Loss of one-time funding sources to impact Denver’s shelter budget

Denver’s Department of Housing Stability presented its slimmed-down 2026 spending plan on Monday as city budget hearings continue.
With a projected general fund request of $71.6 million – down 0.13% from this year – HOST Executive Director Jamie Rife detailed the effects of the city’s loss of one-time federal funding, such as ARPA, for many of its shelter and housing programs.
“This is the year that we are in a budget season where we don’t have the one-time funding anymore that we’ve had, really, since HOST’s inception,” Rife said. “As you know, we were formed four months before the pandemic hit, and did some extraordinary work, but this is the first budget season that we’ve had to create a budget based on an ongoing amount of revenue.”
Focused not only on solving the city’s immediate $200 million budget deficit, department heads have said the goal is to find more long-term ways to increase the efficiency of services to residents while reducing the growth and cost of government.
Department of Housing Stability by the numbers
General Fund: $71.6 million
Homeless Resolution Fund: $51.9 million
Affordable Housing Fund (Linkage Fee): $31.5 million
Affordable Housing Fund (Property tax and other local revenue): $18 million
All other grants, special revenue funds: $32.6 million
TOTAL 2026 Budget: $205.6 million
Deputy Director of Homelessness Resolution and Housing Stability Jeff Kositsky stated that the city is losing nearly $33 million in programmatic funding, which will impact the department’s work.

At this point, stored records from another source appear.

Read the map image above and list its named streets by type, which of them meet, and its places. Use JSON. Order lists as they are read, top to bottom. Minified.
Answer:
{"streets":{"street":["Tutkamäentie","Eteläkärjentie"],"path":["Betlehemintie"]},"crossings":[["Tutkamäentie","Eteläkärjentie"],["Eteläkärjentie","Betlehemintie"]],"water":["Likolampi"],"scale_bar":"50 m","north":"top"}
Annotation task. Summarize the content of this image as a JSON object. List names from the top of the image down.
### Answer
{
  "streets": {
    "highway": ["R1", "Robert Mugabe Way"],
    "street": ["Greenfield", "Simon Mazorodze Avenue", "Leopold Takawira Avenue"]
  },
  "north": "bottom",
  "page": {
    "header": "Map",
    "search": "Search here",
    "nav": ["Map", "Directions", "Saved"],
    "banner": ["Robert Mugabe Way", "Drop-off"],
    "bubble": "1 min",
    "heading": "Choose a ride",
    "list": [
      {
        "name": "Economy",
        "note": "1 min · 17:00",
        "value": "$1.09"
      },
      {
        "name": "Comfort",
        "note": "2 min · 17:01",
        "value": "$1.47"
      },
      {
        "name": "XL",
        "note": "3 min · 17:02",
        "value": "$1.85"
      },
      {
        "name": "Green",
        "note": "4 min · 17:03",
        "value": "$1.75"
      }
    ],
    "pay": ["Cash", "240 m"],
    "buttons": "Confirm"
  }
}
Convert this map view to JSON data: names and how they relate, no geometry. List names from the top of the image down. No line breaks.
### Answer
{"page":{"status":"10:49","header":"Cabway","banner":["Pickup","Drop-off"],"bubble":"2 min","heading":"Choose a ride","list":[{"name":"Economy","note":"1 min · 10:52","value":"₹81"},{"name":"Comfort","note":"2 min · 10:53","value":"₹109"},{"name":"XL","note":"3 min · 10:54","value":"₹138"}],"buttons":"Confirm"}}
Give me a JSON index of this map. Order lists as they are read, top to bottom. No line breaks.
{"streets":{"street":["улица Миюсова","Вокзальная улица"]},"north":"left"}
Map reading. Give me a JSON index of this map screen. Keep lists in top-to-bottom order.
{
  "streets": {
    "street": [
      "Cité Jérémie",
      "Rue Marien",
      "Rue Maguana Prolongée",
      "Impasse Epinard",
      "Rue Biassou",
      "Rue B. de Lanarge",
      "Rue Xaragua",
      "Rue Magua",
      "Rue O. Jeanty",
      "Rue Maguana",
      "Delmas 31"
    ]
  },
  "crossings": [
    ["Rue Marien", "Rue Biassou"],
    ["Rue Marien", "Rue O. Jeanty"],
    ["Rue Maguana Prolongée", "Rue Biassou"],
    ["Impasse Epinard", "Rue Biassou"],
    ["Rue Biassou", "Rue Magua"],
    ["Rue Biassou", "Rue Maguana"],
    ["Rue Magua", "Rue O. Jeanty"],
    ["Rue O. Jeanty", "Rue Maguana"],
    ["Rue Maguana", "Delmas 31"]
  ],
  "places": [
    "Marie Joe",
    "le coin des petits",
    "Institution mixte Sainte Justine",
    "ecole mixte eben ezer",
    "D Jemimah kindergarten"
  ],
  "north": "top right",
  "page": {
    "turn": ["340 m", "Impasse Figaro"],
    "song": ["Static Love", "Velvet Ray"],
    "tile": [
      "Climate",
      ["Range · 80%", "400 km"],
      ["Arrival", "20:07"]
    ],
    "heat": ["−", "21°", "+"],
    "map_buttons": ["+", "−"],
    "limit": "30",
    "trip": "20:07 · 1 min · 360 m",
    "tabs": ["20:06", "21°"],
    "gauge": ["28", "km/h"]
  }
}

“I want to point out that most of these cuts are due to losses in one-time funding or federal and state housing vouchers that we no longer have access to, which are impacting our budget.”
Federal funding for homelessness is facing significant cuts in 2026.
“The thing I’m the most worried about in terms of public impact of this is the loss of somewhere around 300 vouchers on housing exits, because those federal and state vouchers we lose, as you know, are the housing exits for the folks with the least capacity to work and support themselves,” Denver Mayor Mike Johnston said. “And so we have a risk of our higher need folks being stuck in the system, not being able to get housing exits. That means fewer open beds sites. That means it’s harder to get folks off the street into those beds, because they turn over less and less.”
This summer, the city announced that it would be terminating leases for two hotel shelters, the Radisson and the Comfort Inn, and closing the Monroe Village micro-community, resulting in a savings of nearly $11 million.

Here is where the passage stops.